My question then is would it be possible to rig up some cheap 2.1 system through the headphone jack or something or am I basically hosed until I can get a receiver? Or, I suppose, last resort I could just get some headphones with a long cord since I mostly just game on it. I apologize if this is a dumb question.
It's certainly possible to connect some computer speakers to the headphone jack. There's the possibility of distortion with the tv turned up loud though. Otherwise it could be an acceptable temporary solution on nearly no budget at all. Like $30 for a used system.

If you can scrape together ~$100, I can't resist to point you in the direction of something like this though. Because you can find an old amplifier and a set of bookshelf speakers for next to nothing at goodwill or craigslist. I'd prefer the sound of that combination over any set of 2.1 computer speakers, regardless of price. I've been using the same combination of 70's speakers and 80's amp with my computer for the last 15 years. It's not as good or balanced as a $1000 set of studio reference speakers, sure, but other than that... never felt the need to upgrade, even though I've heard a lot of more expensive systems.

I'd say $100 for a system that can serve you throughout your student years is better than $30 for crap you'll want to replace in half a year. But that's likely just the opinion of someone on the internet with a different life and different needs.

Flipperwaldt
Nov 11, 2011

Won't somebody think of the starving hamsters in China?



mik posted:

What are the alternatives to Audioengine A2's with a headphone jack? Am I better off getting an amp (such as the N22) and some passive speakers? Just looking for decent 2.0 for my home office computer.
Getting that amp will give you the benefit of being able to connect an mp3 player as well. Other than that, I don't really see the benefit. It's definitely not as easy as saying an amp+passive system is inherently better than powered speakers, if that's what you're asking. Going for the amp will leave you with the difficulty of not only choosing good speakers to go with it, they have to match the amp as well, to some degree, for optimal sound quality. Powered speakers are easier in that respect.
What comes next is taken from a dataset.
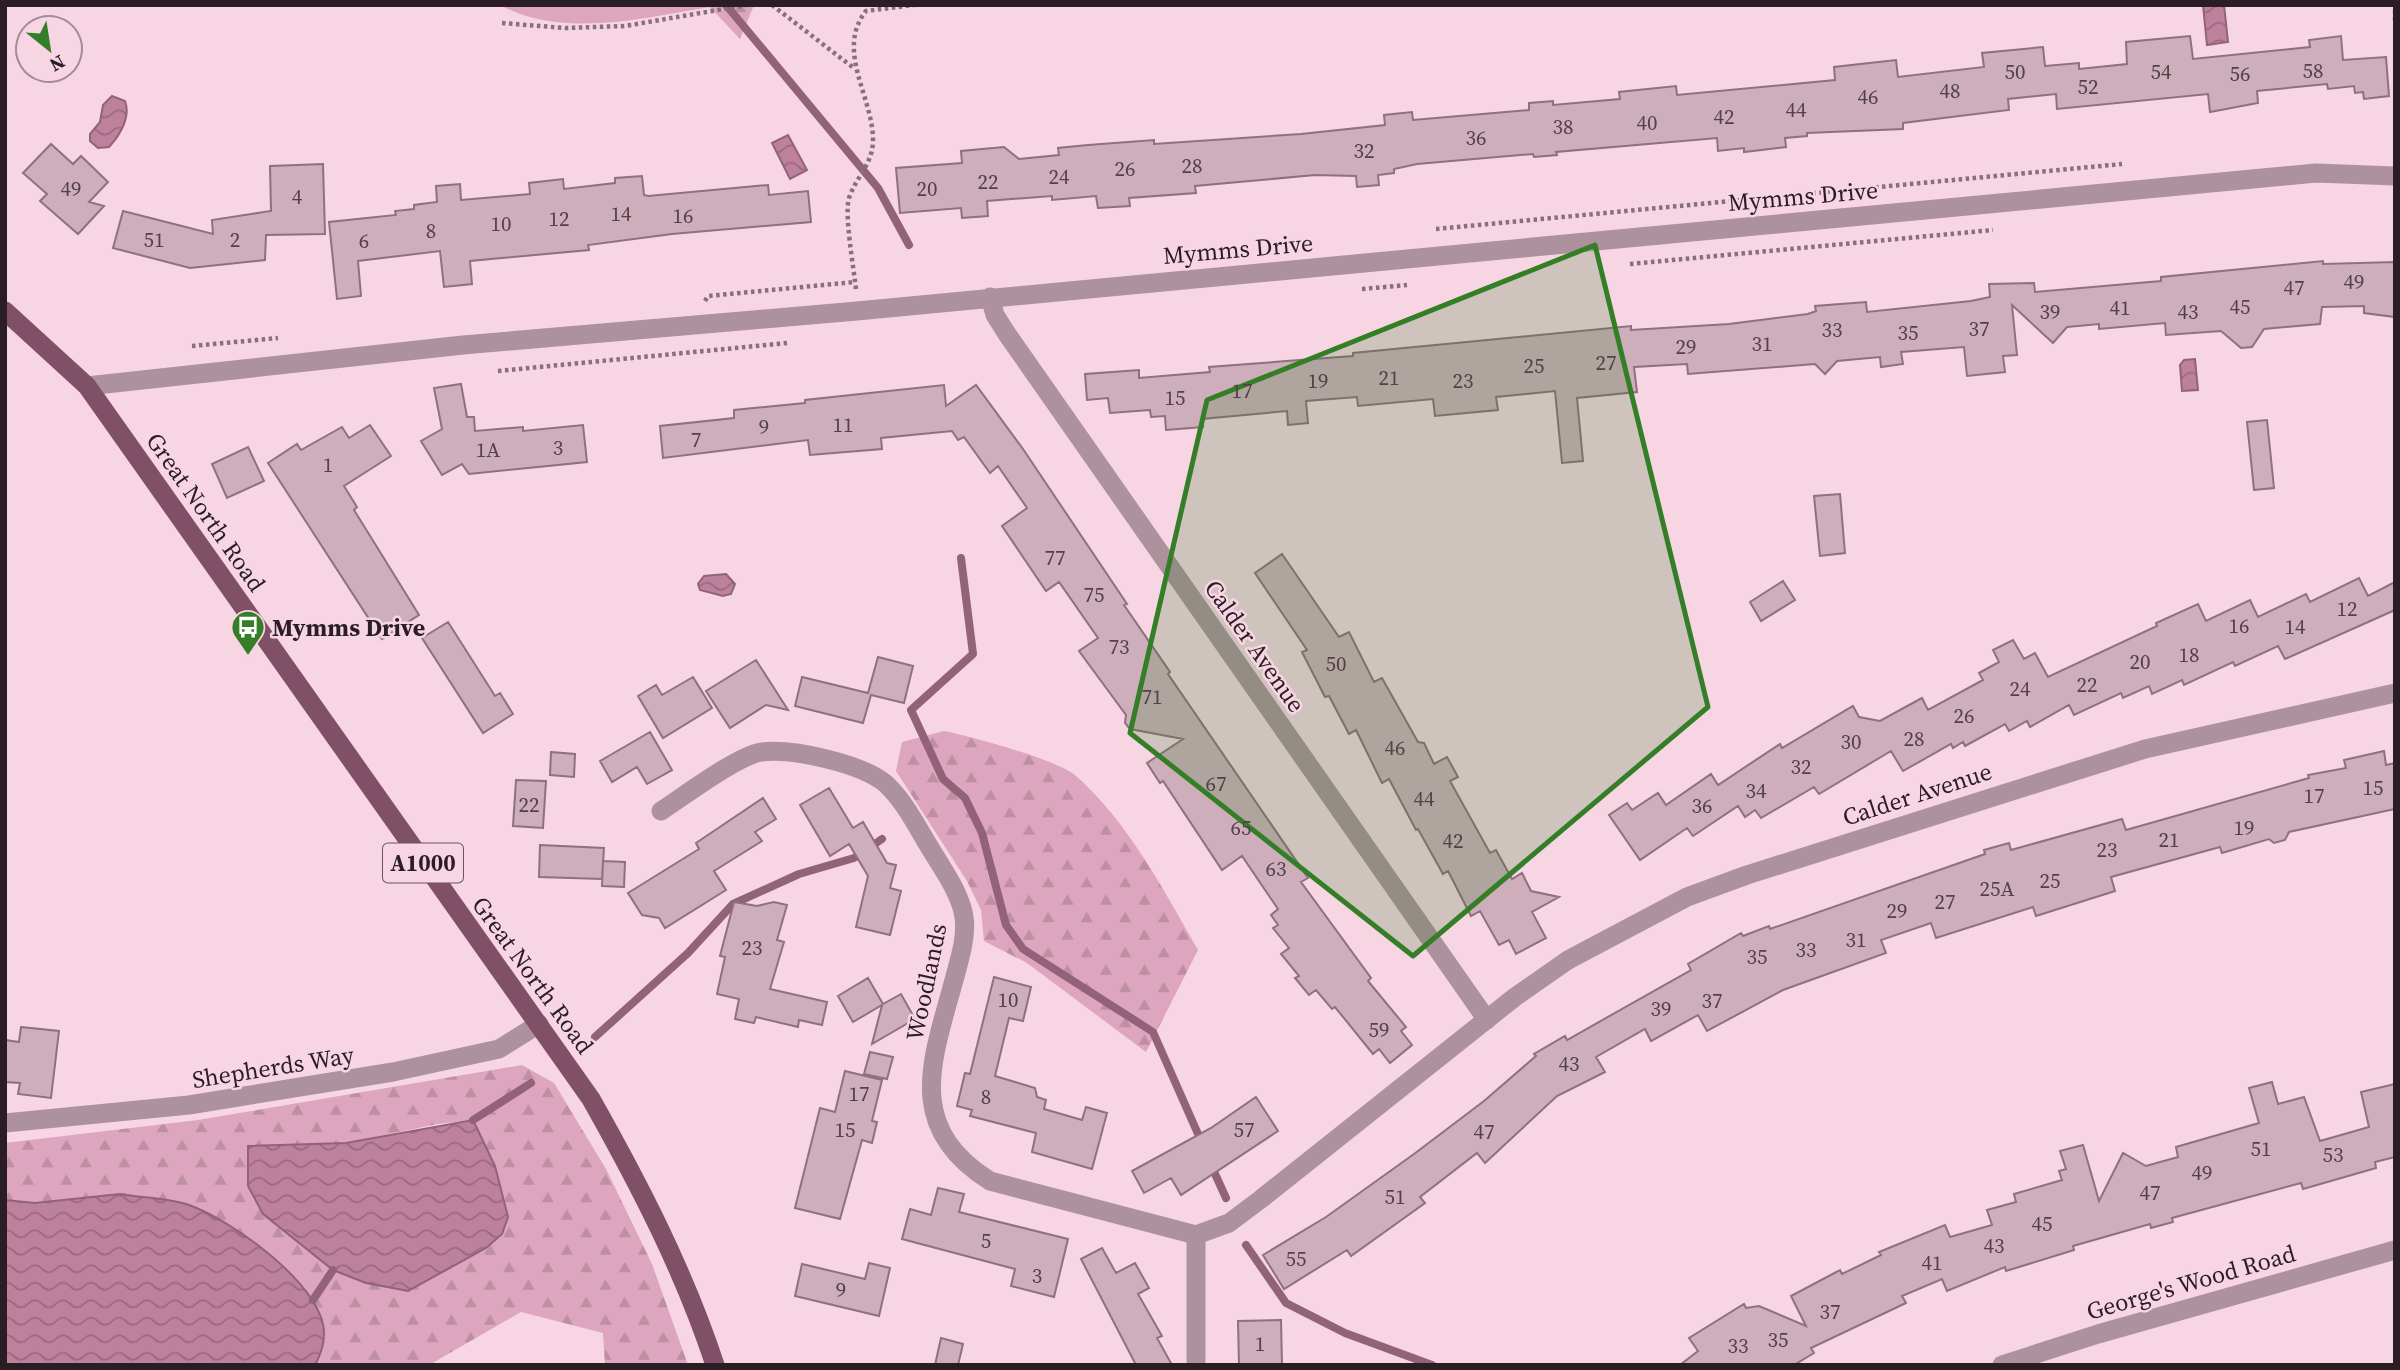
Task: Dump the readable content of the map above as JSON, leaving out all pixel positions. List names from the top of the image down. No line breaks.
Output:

I also would like to point out that it's pretty pointless to invest hundreds of dollars in quality speakers if your soundcard is mediocre. That's something to keep in mind as well. Onboard soundcards can sound muddy and have poor stereo separation and $50 spent there will deliver noticably more tangible gains than deciding between say $300 and $800 speakers. There's no need to go overboard there, something like the Behringer UCA-222 (or 202) mentioned by japtor will do nicely. It even has a headphone out, expanding your options as far as speakers are concerned.

If you're just looking for a cheapish step up from typical computer speakers, look into the M-Audio Studiophile AV40s. Unless you already have a halfway decent soundcard or are planning to look into getting one, I personally wouldn't spend much more anyway.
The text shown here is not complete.